---------- Source material

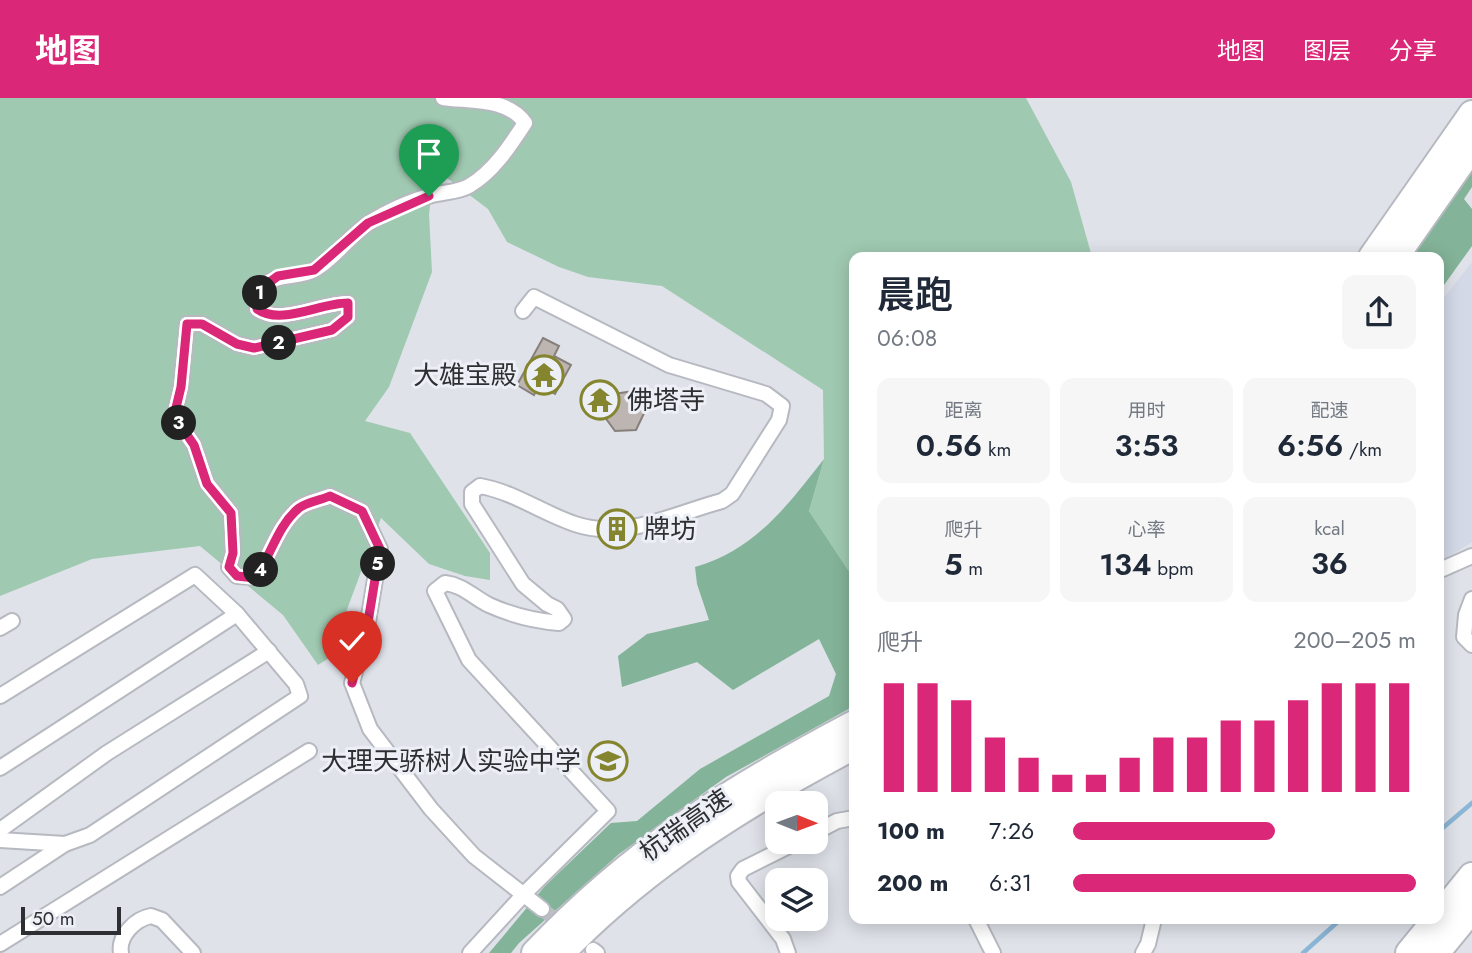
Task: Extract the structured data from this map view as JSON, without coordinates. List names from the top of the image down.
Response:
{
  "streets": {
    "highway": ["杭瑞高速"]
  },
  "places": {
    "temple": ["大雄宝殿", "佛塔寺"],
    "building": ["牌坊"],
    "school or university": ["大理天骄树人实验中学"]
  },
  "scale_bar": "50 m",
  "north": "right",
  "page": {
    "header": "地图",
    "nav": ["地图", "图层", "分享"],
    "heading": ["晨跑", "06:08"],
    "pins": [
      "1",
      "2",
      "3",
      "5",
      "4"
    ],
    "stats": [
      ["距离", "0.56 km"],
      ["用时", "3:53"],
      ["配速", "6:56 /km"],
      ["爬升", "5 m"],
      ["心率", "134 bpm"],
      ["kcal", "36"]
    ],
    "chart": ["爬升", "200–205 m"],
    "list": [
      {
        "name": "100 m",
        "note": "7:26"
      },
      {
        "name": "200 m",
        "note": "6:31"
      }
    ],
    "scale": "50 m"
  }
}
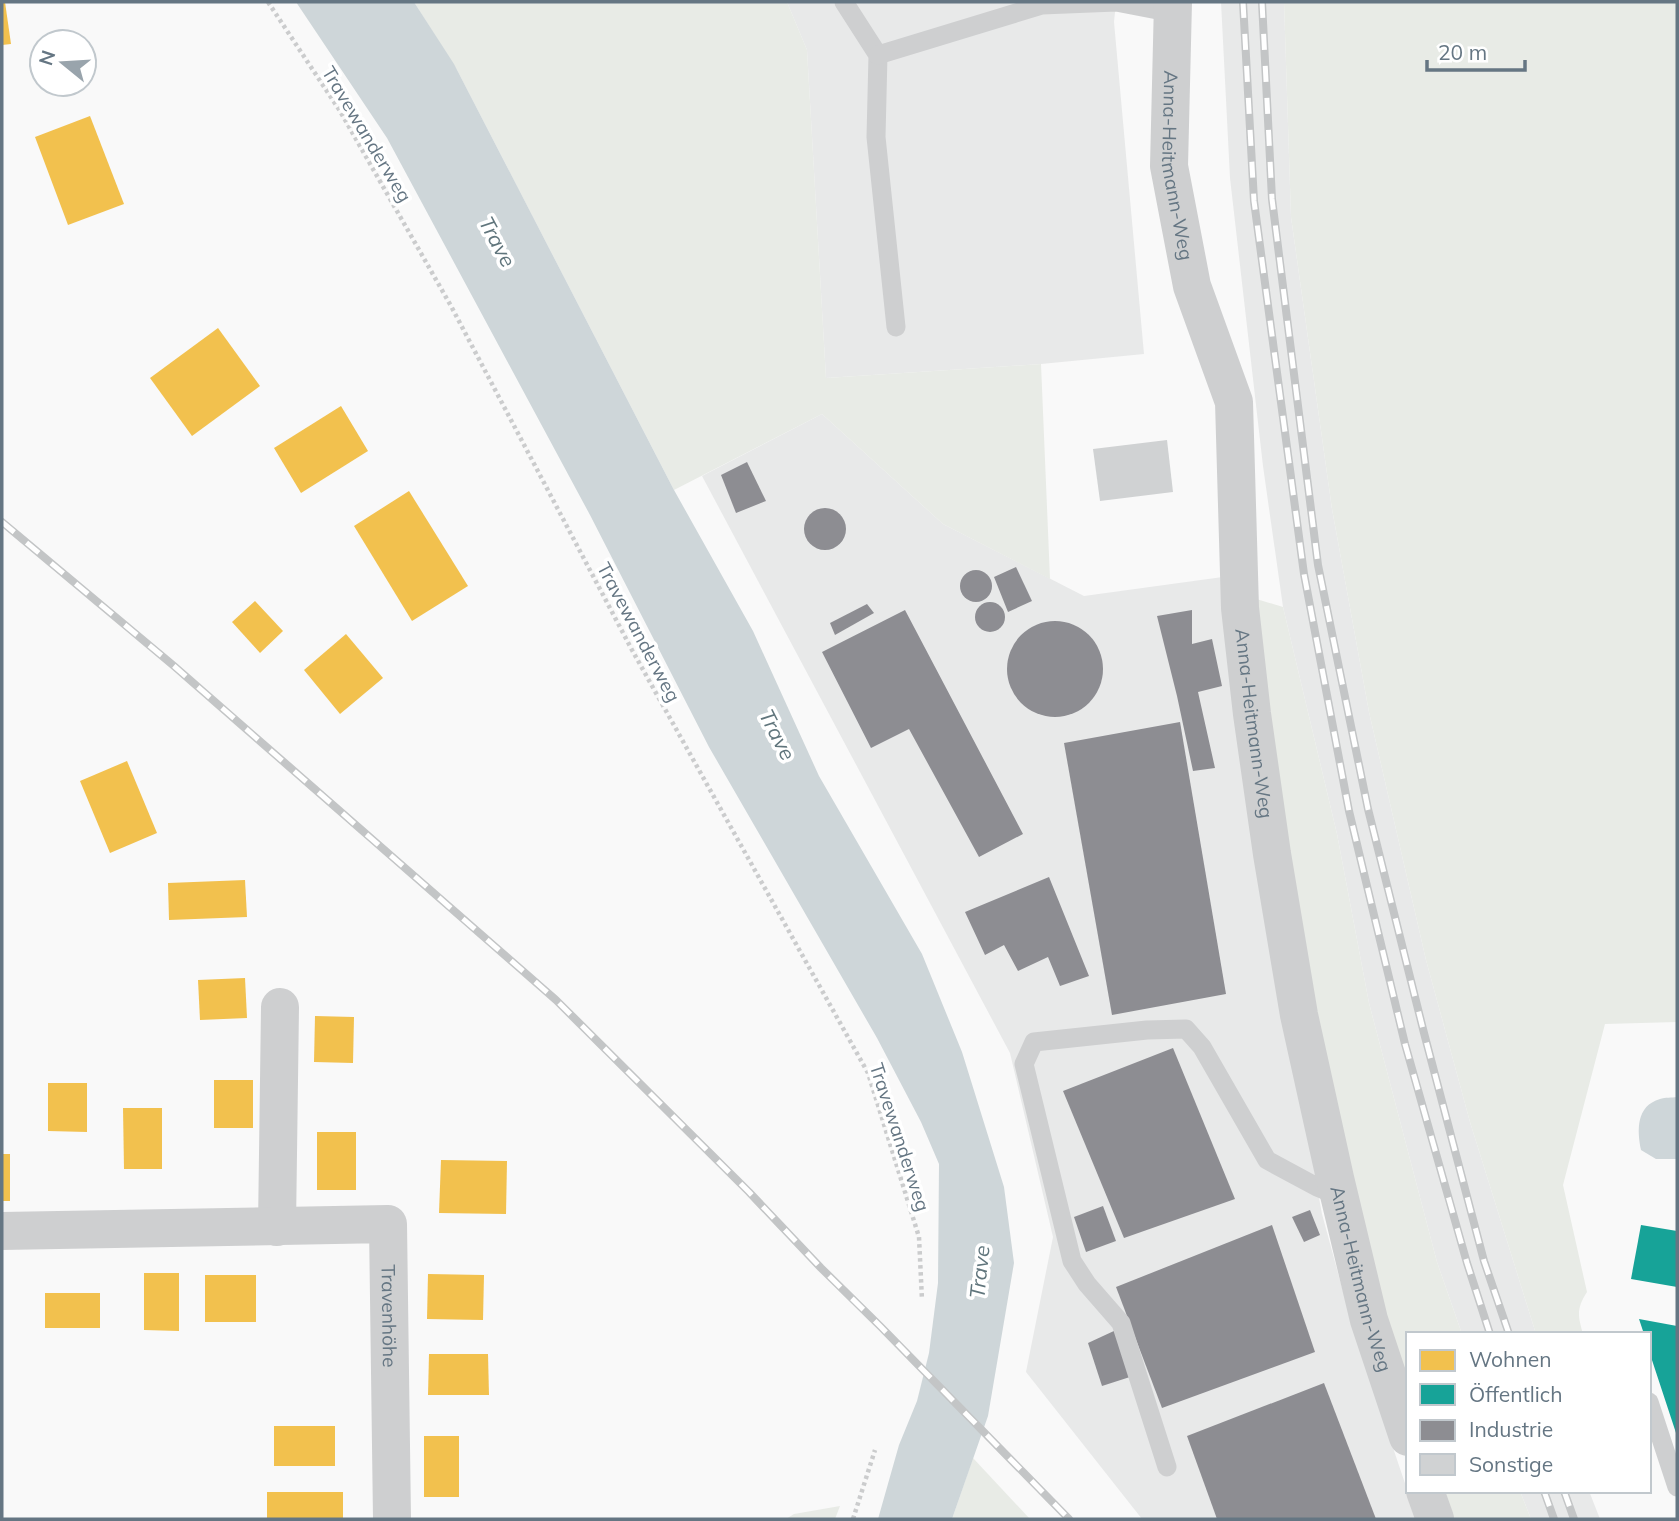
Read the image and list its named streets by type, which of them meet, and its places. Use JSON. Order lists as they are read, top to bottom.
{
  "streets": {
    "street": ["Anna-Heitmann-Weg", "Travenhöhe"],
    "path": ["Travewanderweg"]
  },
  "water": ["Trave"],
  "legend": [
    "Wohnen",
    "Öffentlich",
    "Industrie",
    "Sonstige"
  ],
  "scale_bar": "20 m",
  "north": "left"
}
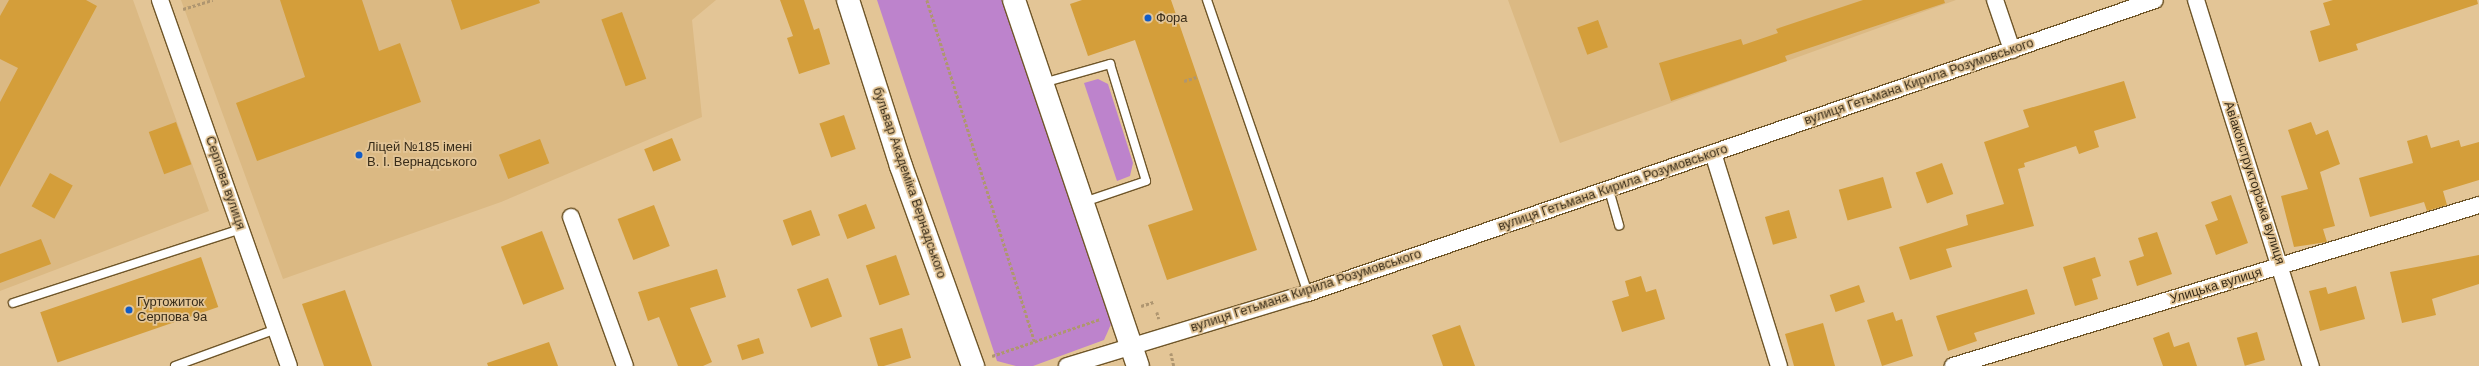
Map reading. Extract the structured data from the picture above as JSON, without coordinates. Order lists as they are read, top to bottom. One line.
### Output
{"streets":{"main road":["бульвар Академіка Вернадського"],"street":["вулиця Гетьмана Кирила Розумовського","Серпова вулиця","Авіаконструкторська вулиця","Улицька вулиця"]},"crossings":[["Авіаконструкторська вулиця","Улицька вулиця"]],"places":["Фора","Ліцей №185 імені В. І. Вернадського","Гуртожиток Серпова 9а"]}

--------------------

## Assigned task
The answer is a portion of the data. Write out exactly the line with "Map reading. Extract" and all lines after it.

## Response to this exercise
Map reading. Extract the structured data from the picture above as JSON, without coordinates. Order lists as they are read, top to bottom. One line.
### Output
{"streets":{"main road":["бульвар Академіка Вернадського"],"street":["вулиця Гетьмана Кирила Розумовського","Серпова вулиця","Авіаконструкторська вулиця","Улицька вулиця"]},"crossings":[["Авіаконструкторська вулиця","Улицька вулиця"]],"places":["Фора","Ліцей №185 імені В. І. Вернадського","Гуртожиток Серпова 9а"]}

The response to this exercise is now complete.